How to do an effective calisthenics and gym routine

To make an effective calisthenics and gym routine, it’s important to consider a few aspects such as frequency, volume, intensity, progression, and variation of workouts. Here are some tips to plan your calisthenics and gym routine optimally

How to plan the frequency, volume and intensity of workouts

The frequency, volume and intensity of workouts are three variables that determine muscle stimulation and recovery. Frequency refers to the number of times you train per week, volume refers to the number of sets and reps you do per session, and intensity refers to the level of effort or load you use per exercise. To plan for these variables, you need to take into account your level, your goal, and your availability.

In general, it is recommended to train between 3 and 5 times a week, alternating days of calisthenics and gym, and leaving at least one day of rest between each session. The volume and intensity will depend on the type of workout you choose, but a good rule of thumb is to do 3 to 5 sets of 8 to 15 reps per exercise, with an intensity that allows you to reach or close to muscle failure. You can also vary the volume and intensity according to the ripple principle, i.e. alternate weeks of higher and lower workload.

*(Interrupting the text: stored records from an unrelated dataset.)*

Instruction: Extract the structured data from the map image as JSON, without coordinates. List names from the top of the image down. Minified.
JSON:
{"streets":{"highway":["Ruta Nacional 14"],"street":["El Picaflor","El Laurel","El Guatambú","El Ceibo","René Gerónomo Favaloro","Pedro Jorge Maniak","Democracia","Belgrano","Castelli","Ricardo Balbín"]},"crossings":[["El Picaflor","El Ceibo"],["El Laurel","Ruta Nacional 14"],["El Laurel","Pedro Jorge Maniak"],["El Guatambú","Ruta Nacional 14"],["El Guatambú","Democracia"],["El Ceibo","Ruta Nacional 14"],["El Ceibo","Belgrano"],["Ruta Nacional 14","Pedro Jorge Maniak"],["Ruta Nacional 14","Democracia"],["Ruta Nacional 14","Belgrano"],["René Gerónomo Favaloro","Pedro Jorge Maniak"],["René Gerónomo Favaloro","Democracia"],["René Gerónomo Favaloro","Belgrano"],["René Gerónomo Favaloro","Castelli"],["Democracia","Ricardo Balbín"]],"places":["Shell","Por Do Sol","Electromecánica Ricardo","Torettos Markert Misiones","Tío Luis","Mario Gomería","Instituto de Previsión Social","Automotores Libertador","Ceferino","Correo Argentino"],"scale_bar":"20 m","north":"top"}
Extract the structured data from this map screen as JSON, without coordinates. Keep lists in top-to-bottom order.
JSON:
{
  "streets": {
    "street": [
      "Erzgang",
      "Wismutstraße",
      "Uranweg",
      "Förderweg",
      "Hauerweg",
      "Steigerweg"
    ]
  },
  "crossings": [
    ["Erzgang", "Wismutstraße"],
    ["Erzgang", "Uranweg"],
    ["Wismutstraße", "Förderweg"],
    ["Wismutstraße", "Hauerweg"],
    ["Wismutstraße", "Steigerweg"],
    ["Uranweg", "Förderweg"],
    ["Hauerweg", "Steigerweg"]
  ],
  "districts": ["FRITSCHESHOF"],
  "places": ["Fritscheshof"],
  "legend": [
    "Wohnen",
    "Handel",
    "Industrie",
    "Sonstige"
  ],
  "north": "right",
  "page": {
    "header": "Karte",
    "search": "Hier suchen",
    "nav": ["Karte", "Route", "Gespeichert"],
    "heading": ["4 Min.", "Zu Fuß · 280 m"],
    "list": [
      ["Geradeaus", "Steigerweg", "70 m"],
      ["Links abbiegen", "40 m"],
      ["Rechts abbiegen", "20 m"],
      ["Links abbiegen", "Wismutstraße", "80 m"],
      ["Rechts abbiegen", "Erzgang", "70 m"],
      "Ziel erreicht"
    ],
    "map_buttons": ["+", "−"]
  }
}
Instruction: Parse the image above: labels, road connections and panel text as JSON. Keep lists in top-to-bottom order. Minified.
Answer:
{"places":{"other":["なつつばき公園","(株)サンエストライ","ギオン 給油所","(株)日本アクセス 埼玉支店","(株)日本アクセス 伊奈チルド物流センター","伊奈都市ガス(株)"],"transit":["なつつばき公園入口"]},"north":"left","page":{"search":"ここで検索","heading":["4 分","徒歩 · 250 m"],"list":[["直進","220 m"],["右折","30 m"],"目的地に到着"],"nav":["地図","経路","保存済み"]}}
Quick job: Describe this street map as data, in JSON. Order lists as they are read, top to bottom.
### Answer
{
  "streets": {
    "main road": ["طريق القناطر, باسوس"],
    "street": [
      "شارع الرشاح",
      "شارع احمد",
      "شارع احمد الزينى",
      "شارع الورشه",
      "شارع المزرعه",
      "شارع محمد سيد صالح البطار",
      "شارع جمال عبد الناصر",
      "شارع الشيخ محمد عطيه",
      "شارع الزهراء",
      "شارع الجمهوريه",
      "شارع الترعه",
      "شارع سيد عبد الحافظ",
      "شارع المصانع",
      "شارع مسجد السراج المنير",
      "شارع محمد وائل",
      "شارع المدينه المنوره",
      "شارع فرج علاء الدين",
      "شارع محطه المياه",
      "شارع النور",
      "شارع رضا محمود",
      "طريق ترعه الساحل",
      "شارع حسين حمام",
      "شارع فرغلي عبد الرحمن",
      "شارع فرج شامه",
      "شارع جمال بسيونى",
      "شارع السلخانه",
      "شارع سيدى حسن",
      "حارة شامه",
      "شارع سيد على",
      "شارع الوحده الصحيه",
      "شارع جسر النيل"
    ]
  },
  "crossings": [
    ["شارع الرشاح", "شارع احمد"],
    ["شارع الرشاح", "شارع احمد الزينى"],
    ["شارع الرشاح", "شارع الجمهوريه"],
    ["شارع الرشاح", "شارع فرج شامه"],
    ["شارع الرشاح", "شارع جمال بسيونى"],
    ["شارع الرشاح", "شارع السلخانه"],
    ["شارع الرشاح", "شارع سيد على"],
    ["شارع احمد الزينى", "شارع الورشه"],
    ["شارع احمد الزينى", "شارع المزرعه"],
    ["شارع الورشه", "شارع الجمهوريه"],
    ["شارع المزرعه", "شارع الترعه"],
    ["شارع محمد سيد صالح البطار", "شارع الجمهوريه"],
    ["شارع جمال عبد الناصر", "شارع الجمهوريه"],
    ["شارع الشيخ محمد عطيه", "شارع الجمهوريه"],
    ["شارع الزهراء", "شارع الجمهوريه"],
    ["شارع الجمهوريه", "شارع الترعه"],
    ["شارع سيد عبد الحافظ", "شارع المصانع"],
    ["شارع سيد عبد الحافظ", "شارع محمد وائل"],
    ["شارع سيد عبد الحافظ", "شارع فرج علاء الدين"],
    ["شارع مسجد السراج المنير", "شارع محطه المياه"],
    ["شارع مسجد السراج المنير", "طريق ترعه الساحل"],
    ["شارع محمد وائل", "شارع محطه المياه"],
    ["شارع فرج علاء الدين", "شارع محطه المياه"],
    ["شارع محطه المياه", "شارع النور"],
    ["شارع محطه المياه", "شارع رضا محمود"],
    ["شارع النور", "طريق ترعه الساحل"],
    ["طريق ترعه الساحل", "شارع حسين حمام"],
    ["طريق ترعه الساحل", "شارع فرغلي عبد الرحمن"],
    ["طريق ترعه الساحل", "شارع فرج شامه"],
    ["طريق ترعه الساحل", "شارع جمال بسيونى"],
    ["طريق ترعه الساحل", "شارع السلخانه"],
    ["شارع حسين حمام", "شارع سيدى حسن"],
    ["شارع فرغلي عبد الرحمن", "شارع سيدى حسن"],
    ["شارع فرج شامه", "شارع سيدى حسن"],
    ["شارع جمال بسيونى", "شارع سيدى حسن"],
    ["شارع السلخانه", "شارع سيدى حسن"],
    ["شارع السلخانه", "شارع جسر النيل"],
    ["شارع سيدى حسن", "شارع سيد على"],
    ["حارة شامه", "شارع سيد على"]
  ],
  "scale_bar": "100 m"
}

An example of a calisthenics and gym routine with appropriate frequency, volume, and intensity would be as follows:

  • Monday: Calisthenics (upper body). Exercises: Pull-ups, push-ups, dips, inverted rows, biceps curls, triceps extensions. Sets: 4. Reps: 10-12. Intensity: High.
  • Tuesday: Rest.
  • Wednesday: Gym (Lower body). Exercises: Squat, deadlift, lunge, hamstring curl, quadriceps extension, calf raise. Sets: 4. Reps: 8-10. Intensity: High.
  • Thursday: Rest.
  • Friday: Calisthenics (Upper body). Exercises: Narrow grip push-ups, wide grip push-ups, raised foot push-ups, raised hand push-ups, rotational push-ups, clap push-ups. Sets: 3. Reps: 15-20. Intensity: Medium.
  • Saturday: Gym (Lower body). Exercises: Front squat, Romanian deadlift, lateral lunge, hamstring curl on machine, quadriceps extension on machine, calf raise on machine. Sets: 3. Reps: 12-15. Intensity: Medium.
  • Sunday: Rest.

How to progress and vary the stimuli of calisthenics and the gym

In order to progress and vary the stimuli of calisthenics and the gym, it is important to apply the principle of progressive overload, that is, to gradually increase the difficulty of the exercises to generate positive adaptations in the body. Different methods can be used to do this, such as increasing weight, sets, repetitions, frequency, or intensity, or decreasing rest, speed, or support. You can also modify the angles, grips, positions or amplitudes of the exercises to work the muscles from different perspectives.vas.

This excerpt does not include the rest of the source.